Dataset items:
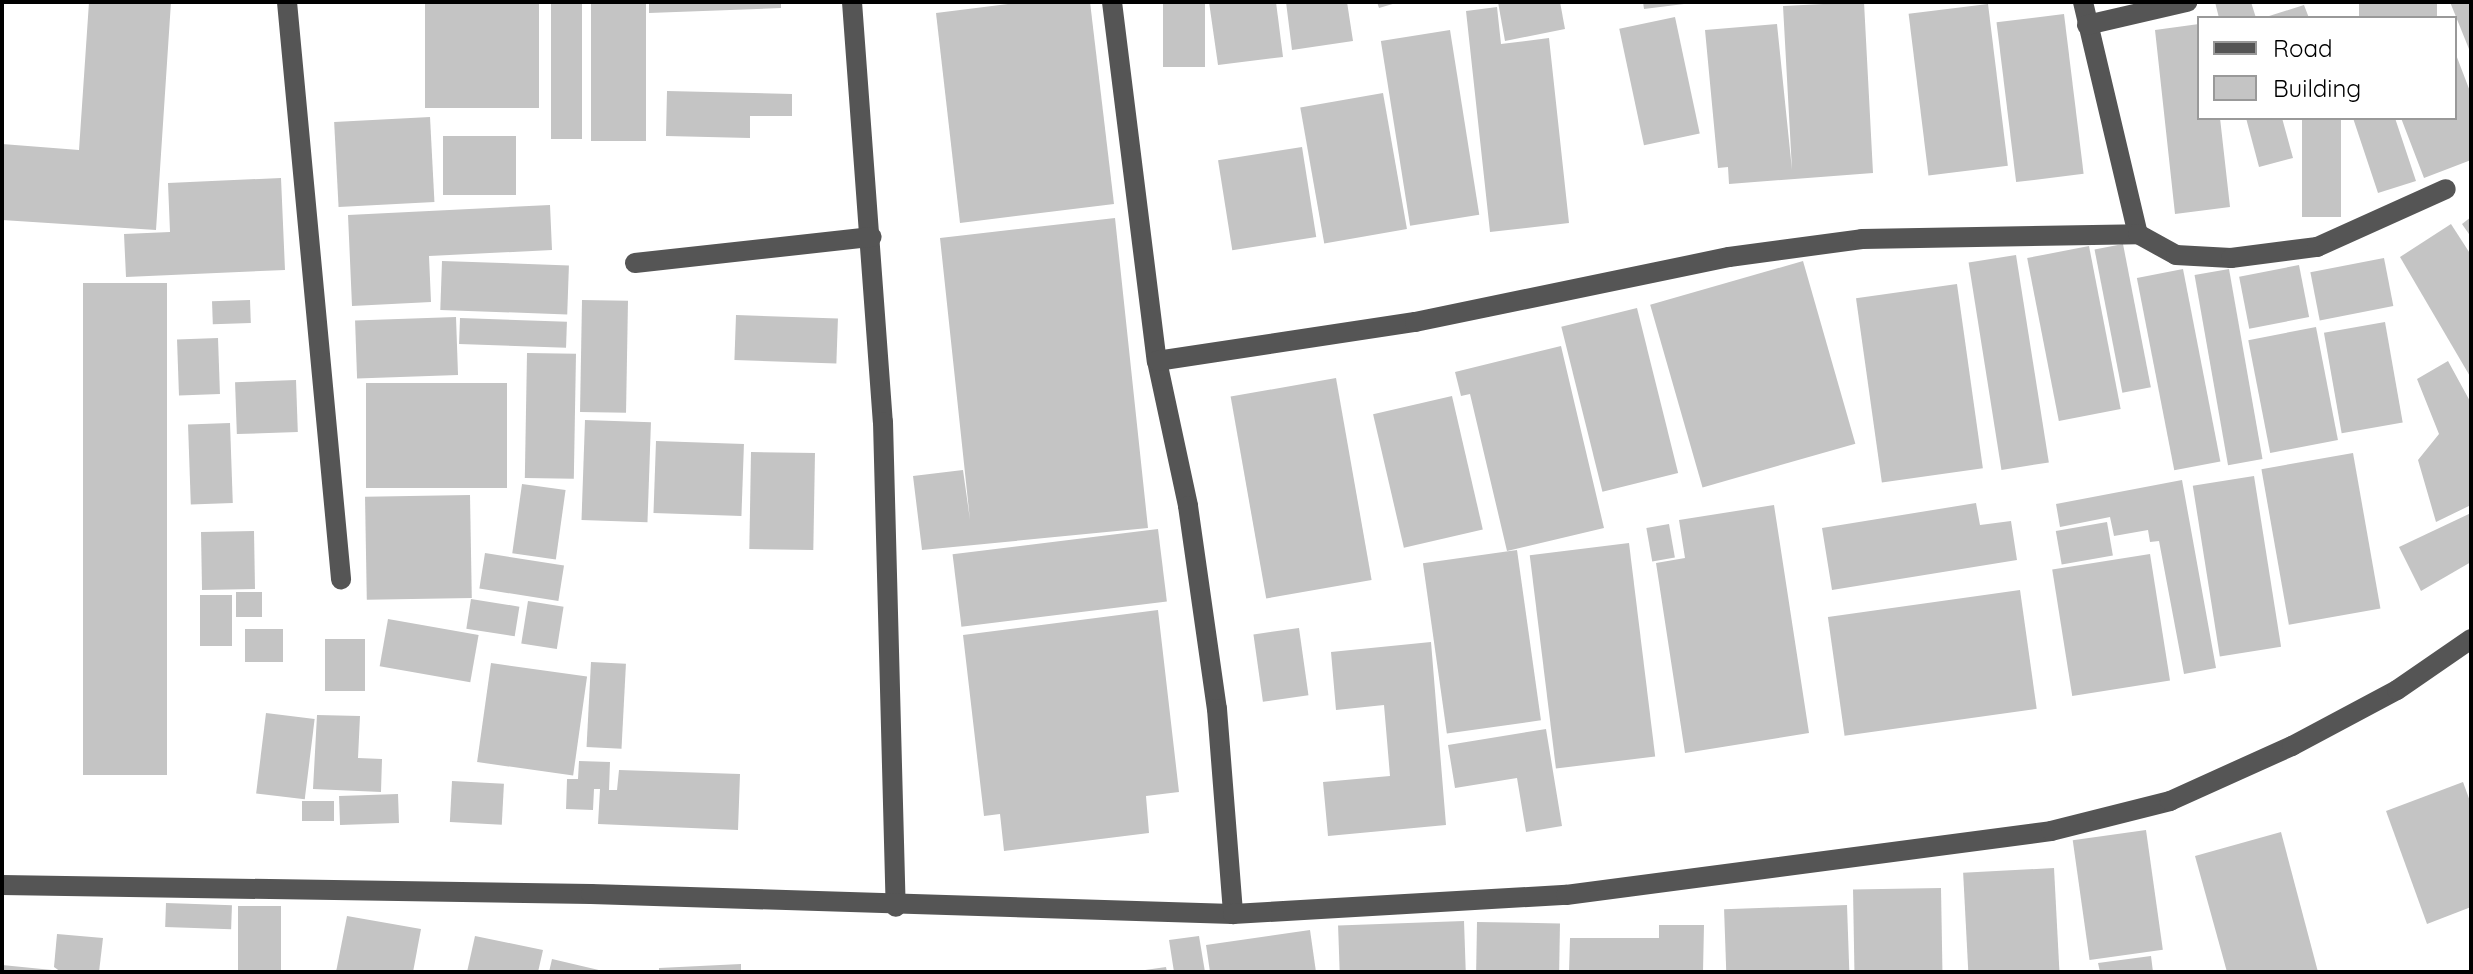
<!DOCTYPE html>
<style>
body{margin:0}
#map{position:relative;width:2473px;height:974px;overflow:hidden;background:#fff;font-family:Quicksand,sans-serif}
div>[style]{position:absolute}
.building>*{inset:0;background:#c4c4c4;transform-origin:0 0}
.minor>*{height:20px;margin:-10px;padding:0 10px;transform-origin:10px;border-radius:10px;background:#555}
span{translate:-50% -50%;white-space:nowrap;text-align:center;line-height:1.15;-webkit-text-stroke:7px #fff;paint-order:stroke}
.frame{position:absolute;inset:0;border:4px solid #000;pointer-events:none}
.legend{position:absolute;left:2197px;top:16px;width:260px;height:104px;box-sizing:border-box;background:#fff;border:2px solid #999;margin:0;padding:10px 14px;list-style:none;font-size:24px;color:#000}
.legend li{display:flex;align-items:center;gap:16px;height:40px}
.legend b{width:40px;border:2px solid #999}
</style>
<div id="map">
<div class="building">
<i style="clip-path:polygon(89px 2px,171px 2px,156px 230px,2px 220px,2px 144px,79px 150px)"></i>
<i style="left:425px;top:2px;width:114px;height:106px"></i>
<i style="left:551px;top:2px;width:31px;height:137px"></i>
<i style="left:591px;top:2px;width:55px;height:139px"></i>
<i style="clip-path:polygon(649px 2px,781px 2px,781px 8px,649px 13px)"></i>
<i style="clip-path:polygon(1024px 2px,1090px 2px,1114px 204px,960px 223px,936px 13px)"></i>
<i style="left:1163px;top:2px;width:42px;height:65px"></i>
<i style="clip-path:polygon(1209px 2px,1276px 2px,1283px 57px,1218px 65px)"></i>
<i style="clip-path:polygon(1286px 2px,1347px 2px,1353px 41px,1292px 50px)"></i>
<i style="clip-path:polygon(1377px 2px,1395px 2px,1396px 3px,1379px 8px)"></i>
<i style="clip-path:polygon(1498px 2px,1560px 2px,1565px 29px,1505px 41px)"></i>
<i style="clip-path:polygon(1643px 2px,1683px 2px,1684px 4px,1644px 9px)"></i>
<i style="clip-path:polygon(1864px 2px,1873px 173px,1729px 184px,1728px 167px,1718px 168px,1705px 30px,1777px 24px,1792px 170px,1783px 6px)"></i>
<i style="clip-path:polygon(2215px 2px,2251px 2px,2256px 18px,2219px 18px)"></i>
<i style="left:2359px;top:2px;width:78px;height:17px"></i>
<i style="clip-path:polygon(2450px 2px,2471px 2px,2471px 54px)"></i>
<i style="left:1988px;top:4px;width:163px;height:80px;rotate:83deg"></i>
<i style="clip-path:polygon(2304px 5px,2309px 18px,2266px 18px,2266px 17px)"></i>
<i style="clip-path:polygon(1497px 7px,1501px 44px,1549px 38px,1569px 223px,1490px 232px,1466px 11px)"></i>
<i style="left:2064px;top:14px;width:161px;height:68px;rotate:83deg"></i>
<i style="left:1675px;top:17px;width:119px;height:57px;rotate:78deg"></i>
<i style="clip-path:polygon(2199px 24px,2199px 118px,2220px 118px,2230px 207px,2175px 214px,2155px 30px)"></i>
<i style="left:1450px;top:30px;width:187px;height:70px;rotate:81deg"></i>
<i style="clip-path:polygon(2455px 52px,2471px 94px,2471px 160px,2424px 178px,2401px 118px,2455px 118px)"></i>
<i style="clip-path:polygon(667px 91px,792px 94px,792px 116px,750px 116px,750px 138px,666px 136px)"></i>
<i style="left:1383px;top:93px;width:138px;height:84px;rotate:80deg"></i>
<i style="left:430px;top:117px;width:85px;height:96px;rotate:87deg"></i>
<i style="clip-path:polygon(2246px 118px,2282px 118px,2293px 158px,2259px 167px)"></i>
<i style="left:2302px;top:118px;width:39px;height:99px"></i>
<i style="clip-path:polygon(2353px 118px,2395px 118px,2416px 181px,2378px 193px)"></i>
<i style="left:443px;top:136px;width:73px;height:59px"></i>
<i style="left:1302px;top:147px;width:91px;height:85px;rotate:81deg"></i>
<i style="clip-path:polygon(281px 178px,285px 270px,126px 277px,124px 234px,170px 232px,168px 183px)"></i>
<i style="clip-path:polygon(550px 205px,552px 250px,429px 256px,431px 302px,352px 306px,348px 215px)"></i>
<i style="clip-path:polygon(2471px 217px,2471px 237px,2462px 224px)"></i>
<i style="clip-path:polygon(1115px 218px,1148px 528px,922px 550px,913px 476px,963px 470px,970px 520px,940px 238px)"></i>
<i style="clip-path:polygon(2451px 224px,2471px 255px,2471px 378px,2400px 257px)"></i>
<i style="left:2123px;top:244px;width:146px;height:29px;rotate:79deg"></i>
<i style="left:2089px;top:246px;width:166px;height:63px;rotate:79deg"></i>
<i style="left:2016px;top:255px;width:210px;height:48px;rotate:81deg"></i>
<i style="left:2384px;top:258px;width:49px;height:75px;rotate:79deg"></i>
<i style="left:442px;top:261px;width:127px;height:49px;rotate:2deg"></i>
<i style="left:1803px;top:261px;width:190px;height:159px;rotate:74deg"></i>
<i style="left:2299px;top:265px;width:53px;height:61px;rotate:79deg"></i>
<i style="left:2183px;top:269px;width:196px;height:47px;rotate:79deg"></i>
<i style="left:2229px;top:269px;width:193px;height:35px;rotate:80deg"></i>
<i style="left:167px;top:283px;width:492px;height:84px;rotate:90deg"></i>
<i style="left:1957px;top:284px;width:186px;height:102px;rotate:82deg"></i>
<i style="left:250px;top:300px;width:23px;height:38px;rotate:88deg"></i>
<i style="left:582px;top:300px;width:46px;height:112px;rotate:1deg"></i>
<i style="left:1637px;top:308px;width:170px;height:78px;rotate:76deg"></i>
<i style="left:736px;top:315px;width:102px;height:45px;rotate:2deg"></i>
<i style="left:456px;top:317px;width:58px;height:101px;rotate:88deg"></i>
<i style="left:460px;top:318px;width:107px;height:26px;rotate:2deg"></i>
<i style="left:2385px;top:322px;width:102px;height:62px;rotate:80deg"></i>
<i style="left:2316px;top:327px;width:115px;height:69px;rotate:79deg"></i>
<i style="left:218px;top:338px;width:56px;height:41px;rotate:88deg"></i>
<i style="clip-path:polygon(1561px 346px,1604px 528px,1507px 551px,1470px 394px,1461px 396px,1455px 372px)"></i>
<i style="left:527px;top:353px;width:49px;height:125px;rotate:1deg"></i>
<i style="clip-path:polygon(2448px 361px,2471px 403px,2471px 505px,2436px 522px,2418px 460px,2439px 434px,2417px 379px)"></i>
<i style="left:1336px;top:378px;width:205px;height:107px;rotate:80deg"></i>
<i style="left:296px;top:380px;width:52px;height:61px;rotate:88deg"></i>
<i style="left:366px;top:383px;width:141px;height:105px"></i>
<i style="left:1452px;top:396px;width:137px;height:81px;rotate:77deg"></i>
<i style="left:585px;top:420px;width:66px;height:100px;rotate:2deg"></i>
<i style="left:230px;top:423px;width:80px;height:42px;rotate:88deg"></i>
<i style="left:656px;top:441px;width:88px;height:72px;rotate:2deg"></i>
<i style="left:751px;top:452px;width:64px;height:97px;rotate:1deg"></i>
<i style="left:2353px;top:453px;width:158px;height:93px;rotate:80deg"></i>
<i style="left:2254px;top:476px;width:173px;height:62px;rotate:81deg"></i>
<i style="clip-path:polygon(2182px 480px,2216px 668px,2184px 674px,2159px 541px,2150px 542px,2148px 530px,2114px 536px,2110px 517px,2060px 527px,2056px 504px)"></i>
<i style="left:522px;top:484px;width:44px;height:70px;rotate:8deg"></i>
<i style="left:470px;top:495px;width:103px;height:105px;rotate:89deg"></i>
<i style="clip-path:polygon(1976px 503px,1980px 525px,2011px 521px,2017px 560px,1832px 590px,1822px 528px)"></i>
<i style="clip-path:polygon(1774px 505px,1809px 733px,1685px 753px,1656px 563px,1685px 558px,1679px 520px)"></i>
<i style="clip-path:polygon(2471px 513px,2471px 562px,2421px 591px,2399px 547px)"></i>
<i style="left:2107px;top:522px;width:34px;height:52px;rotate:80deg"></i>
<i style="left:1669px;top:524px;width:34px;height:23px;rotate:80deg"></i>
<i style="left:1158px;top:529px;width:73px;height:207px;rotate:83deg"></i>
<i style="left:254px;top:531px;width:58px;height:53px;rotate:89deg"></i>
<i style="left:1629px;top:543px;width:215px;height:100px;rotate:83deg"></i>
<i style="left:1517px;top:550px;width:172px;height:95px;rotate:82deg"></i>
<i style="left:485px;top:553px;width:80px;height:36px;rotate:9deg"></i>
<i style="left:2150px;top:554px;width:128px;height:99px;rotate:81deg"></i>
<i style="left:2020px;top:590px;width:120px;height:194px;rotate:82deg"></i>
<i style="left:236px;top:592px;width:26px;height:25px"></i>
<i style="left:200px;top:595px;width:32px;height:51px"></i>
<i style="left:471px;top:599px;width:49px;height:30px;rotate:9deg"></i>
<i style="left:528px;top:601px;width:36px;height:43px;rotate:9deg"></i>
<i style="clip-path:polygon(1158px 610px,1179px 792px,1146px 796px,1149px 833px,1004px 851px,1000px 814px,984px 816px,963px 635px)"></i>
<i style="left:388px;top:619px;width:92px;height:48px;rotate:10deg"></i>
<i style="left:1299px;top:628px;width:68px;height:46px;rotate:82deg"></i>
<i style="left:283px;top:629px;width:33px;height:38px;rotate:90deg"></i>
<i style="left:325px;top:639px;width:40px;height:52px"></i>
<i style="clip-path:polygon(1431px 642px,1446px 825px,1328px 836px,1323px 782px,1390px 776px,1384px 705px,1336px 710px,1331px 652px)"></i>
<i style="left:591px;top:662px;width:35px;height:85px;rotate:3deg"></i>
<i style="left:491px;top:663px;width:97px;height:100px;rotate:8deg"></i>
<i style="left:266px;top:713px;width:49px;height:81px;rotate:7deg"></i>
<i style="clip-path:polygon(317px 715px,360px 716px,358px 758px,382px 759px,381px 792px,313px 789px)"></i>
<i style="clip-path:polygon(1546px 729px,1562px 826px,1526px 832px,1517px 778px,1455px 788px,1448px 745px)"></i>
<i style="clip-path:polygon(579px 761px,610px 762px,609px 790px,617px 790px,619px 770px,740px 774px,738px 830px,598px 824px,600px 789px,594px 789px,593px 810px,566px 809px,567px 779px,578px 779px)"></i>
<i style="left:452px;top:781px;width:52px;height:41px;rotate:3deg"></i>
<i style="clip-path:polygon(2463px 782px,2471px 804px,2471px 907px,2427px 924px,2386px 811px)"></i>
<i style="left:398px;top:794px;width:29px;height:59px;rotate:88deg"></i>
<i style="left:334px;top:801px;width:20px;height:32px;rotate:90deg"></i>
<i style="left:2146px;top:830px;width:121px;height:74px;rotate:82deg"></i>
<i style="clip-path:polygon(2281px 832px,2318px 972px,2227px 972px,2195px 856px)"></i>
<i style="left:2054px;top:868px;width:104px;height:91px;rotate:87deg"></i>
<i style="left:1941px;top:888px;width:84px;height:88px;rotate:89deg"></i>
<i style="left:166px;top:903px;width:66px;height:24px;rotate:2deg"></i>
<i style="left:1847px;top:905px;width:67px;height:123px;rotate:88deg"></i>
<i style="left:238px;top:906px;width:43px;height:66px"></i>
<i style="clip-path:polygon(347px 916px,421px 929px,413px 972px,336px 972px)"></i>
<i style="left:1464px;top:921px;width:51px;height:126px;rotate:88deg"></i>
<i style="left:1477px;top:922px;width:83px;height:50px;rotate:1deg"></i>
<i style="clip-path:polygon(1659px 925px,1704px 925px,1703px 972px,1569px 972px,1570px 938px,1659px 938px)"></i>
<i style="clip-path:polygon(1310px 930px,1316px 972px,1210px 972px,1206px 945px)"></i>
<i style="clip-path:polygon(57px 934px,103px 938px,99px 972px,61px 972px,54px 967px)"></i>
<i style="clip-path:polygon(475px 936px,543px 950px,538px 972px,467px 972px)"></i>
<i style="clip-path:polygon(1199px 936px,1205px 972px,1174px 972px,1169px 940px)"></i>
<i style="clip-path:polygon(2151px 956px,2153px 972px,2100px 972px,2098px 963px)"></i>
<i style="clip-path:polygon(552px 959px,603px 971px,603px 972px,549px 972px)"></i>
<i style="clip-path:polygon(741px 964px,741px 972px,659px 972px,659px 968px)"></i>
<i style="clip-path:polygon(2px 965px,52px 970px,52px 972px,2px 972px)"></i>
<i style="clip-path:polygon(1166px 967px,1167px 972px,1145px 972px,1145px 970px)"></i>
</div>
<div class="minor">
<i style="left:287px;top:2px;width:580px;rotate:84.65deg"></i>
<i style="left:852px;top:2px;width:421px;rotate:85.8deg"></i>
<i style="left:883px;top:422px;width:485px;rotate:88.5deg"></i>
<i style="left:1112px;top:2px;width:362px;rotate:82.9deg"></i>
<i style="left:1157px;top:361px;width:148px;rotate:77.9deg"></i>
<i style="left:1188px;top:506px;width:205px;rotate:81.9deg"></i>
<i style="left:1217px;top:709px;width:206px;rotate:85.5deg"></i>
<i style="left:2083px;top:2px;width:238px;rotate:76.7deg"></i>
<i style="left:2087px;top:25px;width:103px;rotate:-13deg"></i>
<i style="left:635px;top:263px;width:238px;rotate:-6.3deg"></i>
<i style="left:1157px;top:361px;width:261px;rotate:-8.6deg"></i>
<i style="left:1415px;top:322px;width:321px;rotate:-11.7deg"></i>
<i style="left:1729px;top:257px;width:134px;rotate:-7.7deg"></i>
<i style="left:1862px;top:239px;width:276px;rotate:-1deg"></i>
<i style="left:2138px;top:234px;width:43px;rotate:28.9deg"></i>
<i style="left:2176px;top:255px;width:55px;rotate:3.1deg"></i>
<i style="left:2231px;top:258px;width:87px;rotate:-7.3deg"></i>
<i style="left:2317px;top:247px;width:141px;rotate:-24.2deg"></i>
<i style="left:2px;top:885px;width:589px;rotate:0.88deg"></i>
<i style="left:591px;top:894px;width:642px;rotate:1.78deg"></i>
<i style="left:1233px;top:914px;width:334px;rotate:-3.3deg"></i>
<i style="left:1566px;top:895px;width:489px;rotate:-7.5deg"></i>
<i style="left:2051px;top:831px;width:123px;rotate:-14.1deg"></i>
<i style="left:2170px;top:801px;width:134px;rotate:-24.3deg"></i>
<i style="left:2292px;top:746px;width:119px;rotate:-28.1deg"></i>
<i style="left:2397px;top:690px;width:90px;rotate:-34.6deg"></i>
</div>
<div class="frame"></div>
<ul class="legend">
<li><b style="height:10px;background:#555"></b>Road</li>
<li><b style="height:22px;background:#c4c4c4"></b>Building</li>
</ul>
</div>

## Directions:
Copy each line in the entries above where the word "class" shows up.

## Solution to this problem:
<div class="building">
<div class="minor">
<div class="frame"></div>
<ul class="legend">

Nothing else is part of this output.